According to NORD (National Organization for Rare Disorders) approximately fifty percent of PCD (Primary Ciliary Dyskinesia) patients have some form of organ displacement in the human body. The other approximately fifty percent of PCD patients without organ displacement, as well as the rest of the human population without organ displacement, fall into the Situs Solitus category. A recent study published this month by the U.S. National Library of Medicine cites that out of the fifty percent of people with PCD who have organ displacement, twelve percent of those patients have Situs Ambiguous, also known as Heterotaxy Syndrome, leaving the remaining thirty-eight percent in the Situs Inversus category. It’s important to note here that while fifty percent of people with PCD have some sort of organ displacement, only twenty-five percent of people with organ displacement actually have PCD as well. So what does Situs Solitus, Situs Inversus, and Situs Ambiguous actually mean in terms of organ placement and or displacement?
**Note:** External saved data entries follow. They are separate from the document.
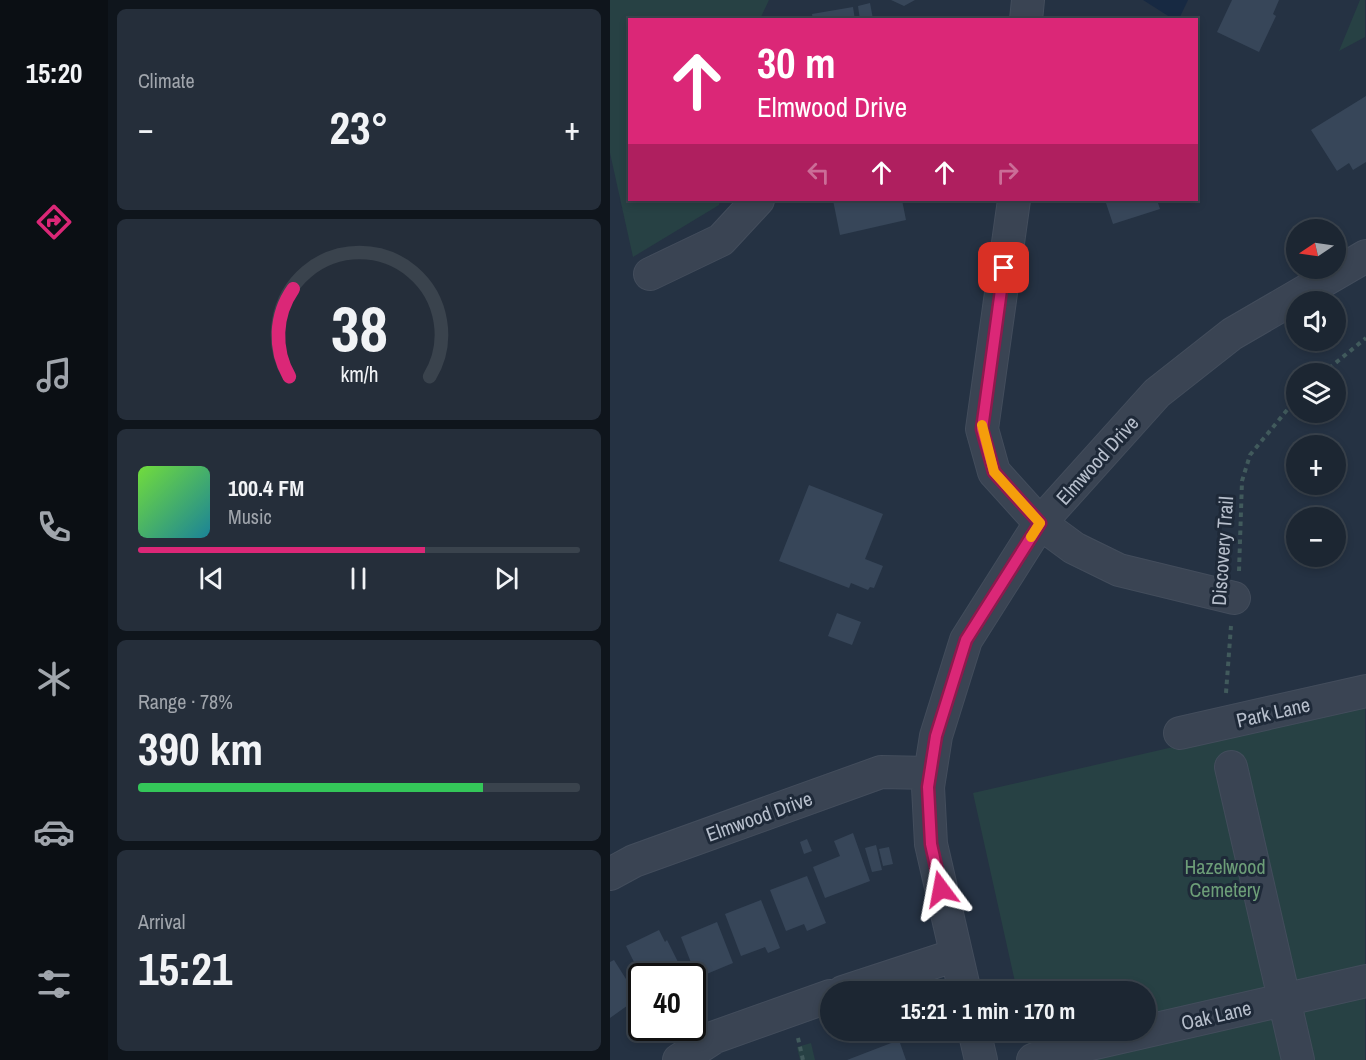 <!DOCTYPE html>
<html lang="en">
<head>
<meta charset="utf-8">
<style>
  body { margin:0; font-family:"Archivo Narrow",sans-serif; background:#252e3a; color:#f1f3f6; height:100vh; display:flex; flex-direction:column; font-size:22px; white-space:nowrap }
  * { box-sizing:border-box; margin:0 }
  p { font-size:20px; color:#a0a5ac }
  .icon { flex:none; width:33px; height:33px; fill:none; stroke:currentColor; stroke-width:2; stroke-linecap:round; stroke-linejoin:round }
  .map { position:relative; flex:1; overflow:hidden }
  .panel { display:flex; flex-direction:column; gap:9px; padding:9px; background:#0f151c; width:502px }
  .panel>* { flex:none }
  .hud { position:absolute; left:18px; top:18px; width:570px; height:183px; border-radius:0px; box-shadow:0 3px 9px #0003,0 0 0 2px #3a434d; background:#db2777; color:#fff; overflow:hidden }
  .needle { width:39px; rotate:257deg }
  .tools { position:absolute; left:676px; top:219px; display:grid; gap:12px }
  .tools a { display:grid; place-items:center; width:60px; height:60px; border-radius:50%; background:#1c2632; box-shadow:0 3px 9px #0003,0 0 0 2px #3a434d; font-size:30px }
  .speed { position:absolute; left:18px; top:963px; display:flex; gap:12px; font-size:30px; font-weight:700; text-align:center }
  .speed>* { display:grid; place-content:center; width:78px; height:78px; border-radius:50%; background:#1c2632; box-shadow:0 3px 9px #0003,0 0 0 2px #3a434d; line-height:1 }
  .speed .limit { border:3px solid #111; border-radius:9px; background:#fff; color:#111 }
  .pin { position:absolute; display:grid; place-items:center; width:51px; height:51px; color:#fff; margin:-26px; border-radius:12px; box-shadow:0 3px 9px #0006 }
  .me { position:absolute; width:66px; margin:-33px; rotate:347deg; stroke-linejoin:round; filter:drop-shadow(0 0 4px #0008) }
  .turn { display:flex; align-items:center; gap:21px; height:126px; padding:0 30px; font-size:27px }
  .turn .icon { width:78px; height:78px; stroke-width:2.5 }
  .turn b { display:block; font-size:42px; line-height:51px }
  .lanes { display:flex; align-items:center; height:57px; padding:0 30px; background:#0003; justify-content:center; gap:30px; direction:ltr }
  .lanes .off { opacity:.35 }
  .big { font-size:45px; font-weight:700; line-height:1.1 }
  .panel .tile { flex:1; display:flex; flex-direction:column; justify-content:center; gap:9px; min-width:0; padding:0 21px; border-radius:9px; background:#252e3a }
  .panel .dial { align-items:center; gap:0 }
  .dial svg { height:156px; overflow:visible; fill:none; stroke:#3a434d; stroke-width:7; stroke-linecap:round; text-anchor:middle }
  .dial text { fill:#f1f3f6; stroke:none }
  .song { display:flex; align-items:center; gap:18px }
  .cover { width:72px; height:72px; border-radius:9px; background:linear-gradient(135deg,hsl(100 70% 55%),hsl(190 70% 35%)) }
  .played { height:6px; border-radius:3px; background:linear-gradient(90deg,#db2777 65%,#3a434d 65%) }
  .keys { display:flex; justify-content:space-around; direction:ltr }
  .heat { display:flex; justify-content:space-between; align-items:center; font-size:33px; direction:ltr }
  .charge { height:9px; border-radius:4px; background:linear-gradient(90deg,#34c759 78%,#3a434d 0) }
  .trip { position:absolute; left:210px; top:981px; width:336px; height:60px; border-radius:30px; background:#1c2632; box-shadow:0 3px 9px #0003,0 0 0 2px #3a434d; font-weight:700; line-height:60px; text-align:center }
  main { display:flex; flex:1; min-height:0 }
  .menu { display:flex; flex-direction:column; width:108px; justify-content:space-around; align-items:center; background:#0b0f14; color:#a0a5ac }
  .menu .icon { width:42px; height:42px }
  .menu .active { color:#db2777 }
  .menu b { font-size:27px; color:#f1f3f6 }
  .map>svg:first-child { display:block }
  .green { fill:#274144 }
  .water { fill:#172942 }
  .building { fill:#374659 }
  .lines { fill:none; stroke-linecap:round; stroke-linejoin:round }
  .minor-casing { stroke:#434d5c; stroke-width:34 }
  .path { stroke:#415a5c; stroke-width:4; stroke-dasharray:4.5 4.5; stroke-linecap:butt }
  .minor { stroke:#3a4453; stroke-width:32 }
  .route-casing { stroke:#8e194d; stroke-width:15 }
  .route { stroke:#db2777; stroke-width:10 }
  .slow { stroke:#f59e0b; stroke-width:10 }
  .labels { text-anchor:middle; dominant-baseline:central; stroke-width:6; stroke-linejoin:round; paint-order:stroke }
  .street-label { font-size:20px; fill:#b7bfcc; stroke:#1e2938 }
  .park-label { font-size:20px; fill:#6d9e78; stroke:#1e2938 }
</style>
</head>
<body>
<main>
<nav class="menu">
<b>15:20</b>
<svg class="icon active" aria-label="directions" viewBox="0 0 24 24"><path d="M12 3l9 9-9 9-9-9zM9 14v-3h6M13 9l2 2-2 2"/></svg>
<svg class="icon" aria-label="music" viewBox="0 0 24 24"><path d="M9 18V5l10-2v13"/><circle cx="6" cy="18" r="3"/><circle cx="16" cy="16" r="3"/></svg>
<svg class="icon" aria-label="phone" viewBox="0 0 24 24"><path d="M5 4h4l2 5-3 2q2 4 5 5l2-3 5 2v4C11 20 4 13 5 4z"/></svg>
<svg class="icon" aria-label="climate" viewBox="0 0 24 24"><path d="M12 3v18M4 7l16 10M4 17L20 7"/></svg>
<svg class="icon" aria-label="car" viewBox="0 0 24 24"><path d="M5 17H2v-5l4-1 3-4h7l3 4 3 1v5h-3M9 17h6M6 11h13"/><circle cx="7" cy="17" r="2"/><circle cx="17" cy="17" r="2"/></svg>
<svg class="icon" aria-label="filters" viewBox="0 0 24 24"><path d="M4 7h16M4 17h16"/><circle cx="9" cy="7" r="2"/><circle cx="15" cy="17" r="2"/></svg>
</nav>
<section class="panel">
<div class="tile"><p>Climate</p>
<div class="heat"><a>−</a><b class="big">23°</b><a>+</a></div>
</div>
<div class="tile dial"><svg viewBox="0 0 100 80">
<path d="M14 69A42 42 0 1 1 86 69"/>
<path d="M14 69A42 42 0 0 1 16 24" stroke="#db2777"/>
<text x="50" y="56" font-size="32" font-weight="700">38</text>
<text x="50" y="72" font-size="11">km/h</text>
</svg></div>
<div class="tile">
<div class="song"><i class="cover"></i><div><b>100.4 FM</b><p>Music</p></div></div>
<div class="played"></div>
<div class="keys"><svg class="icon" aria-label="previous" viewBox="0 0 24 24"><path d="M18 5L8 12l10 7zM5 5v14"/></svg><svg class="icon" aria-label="pause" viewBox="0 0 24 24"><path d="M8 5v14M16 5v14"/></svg><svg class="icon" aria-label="next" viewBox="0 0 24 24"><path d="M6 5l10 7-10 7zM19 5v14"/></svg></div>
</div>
<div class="tile"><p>Range · 78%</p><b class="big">390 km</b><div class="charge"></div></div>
<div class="tile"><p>Arrival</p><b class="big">15:21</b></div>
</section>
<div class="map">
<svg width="756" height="1060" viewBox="0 0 756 1060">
  <rect width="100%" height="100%" fill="#253243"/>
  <path class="green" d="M 0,0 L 159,0 L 150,19 L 20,20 L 20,200 L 110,200 L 109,205 L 23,257 L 0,153 Z
    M 750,0 L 755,0 L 755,37 L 729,51 Z
    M 755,703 L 755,1060 L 422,1060 L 415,1031 L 536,1030 L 536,992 L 407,991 L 363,793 Z
    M 201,1043 L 205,1060 L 190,1060 L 187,1047 Z"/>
  <path class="water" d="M 533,0 L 578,0 L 569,19 L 563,19 Z"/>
  <path class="building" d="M 281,0 L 305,0 L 294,6 Z
    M 622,0 L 669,0 L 663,14 L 666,16 L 649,52 L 607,32 Z
    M 260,3 L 263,19 L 250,20 L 248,6 Z
    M 243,7 L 245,20 L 203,20 L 202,14 Z
    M 756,96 L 756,162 L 743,170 L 739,163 L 727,171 L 701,130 Z
    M 223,200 L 292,200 L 296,220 L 230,235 Z
    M 495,200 L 547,200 L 550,209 L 503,224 Z
    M 199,485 L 273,514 L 255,559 L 273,566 L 264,588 L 260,587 L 258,590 L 241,583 L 239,588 L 169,561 Z
    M 227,613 L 251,622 L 242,645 L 218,636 Z
    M 243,833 L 260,881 L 215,898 L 203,867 L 230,856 L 224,841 Z
    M 197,839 L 202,851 L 194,854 L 190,842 Z
    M 266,845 L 272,870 L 262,872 L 255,848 Z
    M 279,847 L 283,864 L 273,866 L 269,849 Z
    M 197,876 L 216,923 L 197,931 L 194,924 L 176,931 L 160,890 Z
    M 151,900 L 170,948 L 158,953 L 155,947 L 131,956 L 115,914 Z
    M 107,922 L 123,963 L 87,978 L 71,937 Z
    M 49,930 L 55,942 L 57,940 L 75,976 L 31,976 L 16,946 Z
    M 4,960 L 28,998 L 0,1018 L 0,962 Z
    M 289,1040 L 296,1060 L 237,1060 Z"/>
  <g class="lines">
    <g class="minor-casing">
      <path id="minor" d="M 416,20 L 418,0
        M 404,200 L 372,429 L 384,472 L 430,523 L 464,548 L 509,570 L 624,598
        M 40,274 L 111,240 L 148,200
        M 570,733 L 756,691
        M 621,767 L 688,1060
        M 0,874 L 24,861 L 271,772 L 320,773
        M 233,992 L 346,955
        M 355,992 L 321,844 L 318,787 L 326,736 L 356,640 L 430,523 L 547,393 L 622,334 L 756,256
        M 364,1030 L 371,1060
        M 69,1060 L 105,1037 L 220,996
        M 423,1060 L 437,1054 L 756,981"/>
    </g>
    <path class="path" d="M 712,374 L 756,338
      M 629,571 L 632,481 L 640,455 L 687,398
      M 616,693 L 621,626
      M 188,1038 L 193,1060"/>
    <use href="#minor" class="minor"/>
  </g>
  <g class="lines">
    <g class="route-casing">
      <path id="route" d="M 331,889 L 321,844 L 318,787 L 326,736 L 356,640 L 430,523 L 384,472 L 372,429 L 394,268"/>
    </g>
    <use href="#route" class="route"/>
    <path class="slow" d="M 372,425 L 384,472 L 430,523 L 421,537"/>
  </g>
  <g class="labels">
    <g class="street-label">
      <text transform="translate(487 460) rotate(-48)">Elmwood Drive</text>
      <text transform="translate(612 551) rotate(-86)">Discovery Trail</text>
      <text transform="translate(663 712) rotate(-13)">Park Lane</text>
      <text transform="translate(149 816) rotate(-20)">Elmwood Drive</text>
      <text transform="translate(606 1015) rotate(-13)">Oak Lane</text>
    </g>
    <g class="park-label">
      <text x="615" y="866">Hazelwood<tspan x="615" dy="23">Cemetery</tspan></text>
    </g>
  </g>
</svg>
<div class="tools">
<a><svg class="needle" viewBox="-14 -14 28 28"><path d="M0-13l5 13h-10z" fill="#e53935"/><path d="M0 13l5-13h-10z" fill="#a0a5ac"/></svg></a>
<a><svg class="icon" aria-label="sound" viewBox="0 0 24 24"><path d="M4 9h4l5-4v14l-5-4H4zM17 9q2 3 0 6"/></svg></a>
<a><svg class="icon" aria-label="layers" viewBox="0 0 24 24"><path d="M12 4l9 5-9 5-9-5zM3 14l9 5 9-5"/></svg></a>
<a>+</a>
<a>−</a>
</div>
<div class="speed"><div class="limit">40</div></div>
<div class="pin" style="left:394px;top:268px;background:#d93025"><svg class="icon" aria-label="arrive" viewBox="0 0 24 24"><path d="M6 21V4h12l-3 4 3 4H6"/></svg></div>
<svg class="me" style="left:331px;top:889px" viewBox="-20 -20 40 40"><path d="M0-17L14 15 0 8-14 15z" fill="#db2777" stroke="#fff" stroke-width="4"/></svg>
<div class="trip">15:21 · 1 min · 170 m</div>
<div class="hud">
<div class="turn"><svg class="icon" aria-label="ahead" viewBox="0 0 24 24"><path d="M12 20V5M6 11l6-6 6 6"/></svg><div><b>30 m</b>Elmwood Drive</div></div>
<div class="lanes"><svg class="icon off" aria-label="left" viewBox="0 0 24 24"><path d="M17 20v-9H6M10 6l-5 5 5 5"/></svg><svg class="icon" aria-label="ahead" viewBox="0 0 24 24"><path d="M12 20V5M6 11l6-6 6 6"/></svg><svg class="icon" aria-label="ahead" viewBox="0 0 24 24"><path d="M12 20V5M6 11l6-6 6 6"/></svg><svg class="icon off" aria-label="right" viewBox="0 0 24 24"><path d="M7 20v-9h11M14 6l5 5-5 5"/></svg></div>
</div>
</div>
</main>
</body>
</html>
Let’s begin with Situs Solitus. Situs Solitus is the normal position of the thoracic and abdominal organs. This means the heart is on the left side of the body along with the aorta, bilobed lung, single spleen, stomach, and the systemic atrium of the heart is on the left side of the heart along with the cardiac apex. On the right side of the body is the inferior vena cava, trilobed lung, liver, gall bladder, and the pulmonary atrium is located on the right side of the heart.

Meanwhile in Situs Inversus the thoracic and abdominal organs are reversed or mirrored from their normal positions (Situs Solitus). In the most common situation of Situs Inversus, Situs Inversus Totalis, there is a complete transposition of all abdominal organs and the heart is on the right side (known as Dextrocardia). Dextrocardia literally means right-hearted. This common situation of Situs Inversus rarely involves other heart health issues as well as any other medical issue; with the rare exception of PCD. Levacardia on the other hand is where the heart remains on the left side of the body (normal position) but other organs are reversed or mirrored including in the abdominal cavity. Levacardia usually also always involves other structural defects of the heart which can be life threatening at birth and may require immediate medical intervention.

Then we come to the most confusing; Situs Ambiguous, also known as Heterotaxy Syndrome . Situs Ambiguous is an organ displacement abnormality that involves both components of Situs Solitus and Situs Inversus inside the same patient. These patients exhibit abnormal organ arrangement across the left-right axis of the body. They have neither the normal, usual, reversed, or mirrored placement arrangements. Situs Ambiguous patients tend to have severe cardiac abnormalities, spleen abnormalities (Asplenia or Polysplenia), intestinal rotation, and malabsorption of the abdominal organs. The mortality rate is high in Situs Ambiguous mainly due to the complexities of the malformations, in particular the severe cardiac malformations.

So which Situs are you? Only your physician is qualified to clarify that answer for you. There are many imagining options out there to help your physician determine organ placement; MRIs, Ct-scans, Ultrasounds, and X-rays. Unfortunately the older population and even some of the younger population today may be walking around with organ displacement and not even know it. Their physicians may not even be aware of it either. How can this be you ask? Back in the day when organ displacement was seen on an X-ray, it was often dismissed as the X-ray was backwards and no further investigation was initiated. That is a less common occurrence in modern medicine today. Unusual findings are almost always investigated by a patient’s care team. However it’s possible some organ displacements are still missed to this day, especially if the patient has no other health issues that warrant x-rays or other health interventions or investigations.